All three brothers followed their own paths, to notable success. Josh is a Madison Avenue ad executive. Mark is one of the most prominent environmentalists in Southern California. And Jonathan last year became the first food critic ever to win the Pulitzer.
In California, John's and Mark's families, with five children between them, often get together for birthdays and dinners.
But the brothers have squared off over food for 20 years.
Mark says that when he eats seafood, he tries to follow the recommendations of the Monterey Bay Aquarium Seafood Watch list, which rates each fishery on its sustainability and the environmental effects of the harvest.

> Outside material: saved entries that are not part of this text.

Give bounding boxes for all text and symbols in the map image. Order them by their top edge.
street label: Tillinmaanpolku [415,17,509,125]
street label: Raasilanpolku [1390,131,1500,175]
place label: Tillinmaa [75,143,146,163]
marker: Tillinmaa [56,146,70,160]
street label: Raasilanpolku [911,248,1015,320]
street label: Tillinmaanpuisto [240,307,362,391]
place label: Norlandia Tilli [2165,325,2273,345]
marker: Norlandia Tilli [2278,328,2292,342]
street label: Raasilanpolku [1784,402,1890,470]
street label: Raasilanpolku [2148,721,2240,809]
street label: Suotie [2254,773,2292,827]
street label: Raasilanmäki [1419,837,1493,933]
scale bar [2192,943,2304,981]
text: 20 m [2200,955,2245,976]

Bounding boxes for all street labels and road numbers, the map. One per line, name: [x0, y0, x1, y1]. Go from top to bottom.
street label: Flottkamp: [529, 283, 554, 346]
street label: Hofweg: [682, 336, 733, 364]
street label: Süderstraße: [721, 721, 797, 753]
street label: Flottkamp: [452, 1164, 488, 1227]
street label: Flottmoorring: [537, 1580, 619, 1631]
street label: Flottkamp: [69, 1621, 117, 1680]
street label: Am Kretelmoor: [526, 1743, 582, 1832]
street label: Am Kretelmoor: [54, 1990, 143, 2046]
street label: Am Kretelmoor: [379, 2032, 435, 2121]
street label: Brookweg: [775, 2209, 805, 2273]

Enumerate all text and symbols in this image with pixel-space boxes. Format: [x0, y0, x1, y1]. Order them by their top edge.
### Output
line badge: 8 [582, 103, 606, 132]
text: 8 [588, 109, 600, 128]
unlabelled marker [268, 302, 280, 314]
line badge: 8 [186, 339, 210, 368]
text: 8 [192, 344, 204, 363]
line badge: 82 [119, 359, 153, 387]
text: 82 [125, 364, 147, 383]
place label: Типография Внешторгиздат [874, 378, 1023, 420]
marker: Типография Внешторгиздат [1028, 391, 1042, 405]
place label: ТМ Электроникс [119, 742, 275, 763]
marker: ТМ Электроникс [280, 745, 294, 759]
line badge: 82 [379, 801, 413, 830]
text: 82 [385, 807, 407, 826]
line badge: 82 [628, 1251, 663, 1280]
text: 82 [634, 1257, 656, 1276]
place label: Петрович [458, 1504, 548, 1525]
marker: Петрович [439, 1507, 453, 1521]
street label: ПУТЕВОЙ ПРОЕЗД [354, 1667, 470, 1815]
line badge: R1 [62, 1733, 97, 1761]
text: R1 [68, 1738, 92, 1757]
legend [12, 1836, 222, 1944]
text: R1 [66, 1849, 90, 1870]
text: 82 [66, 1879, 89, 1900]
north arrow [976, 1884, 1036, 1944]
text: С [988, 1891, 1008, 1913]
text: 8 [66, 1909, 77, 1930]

Jonathan counters that he mostly eats seafood that is low on the food chain and not in danger of extinction. On Mark's blog, he wrote: "If you have spent the last 20 years of your life trying to protect sardines, mackerel and sea cucumber, Heal the Bay is in worse shape than I thought."
Of course, his upcoming article on Gourmet's website on a live octopus dish he tasted in South Korea is not going to help the familial discourse along.
"They bring you a plate of tentacles," he said. "These tentacles still have an electrical thing going on. It looks like a plate of writhing worms. . . . It's disconcerting. They crawl up your chopstick."
Undaunted, he grabbed one of the wriggling arms and took a bite.
"The suckers are still active, so they adhere to the top of your mouth," he said.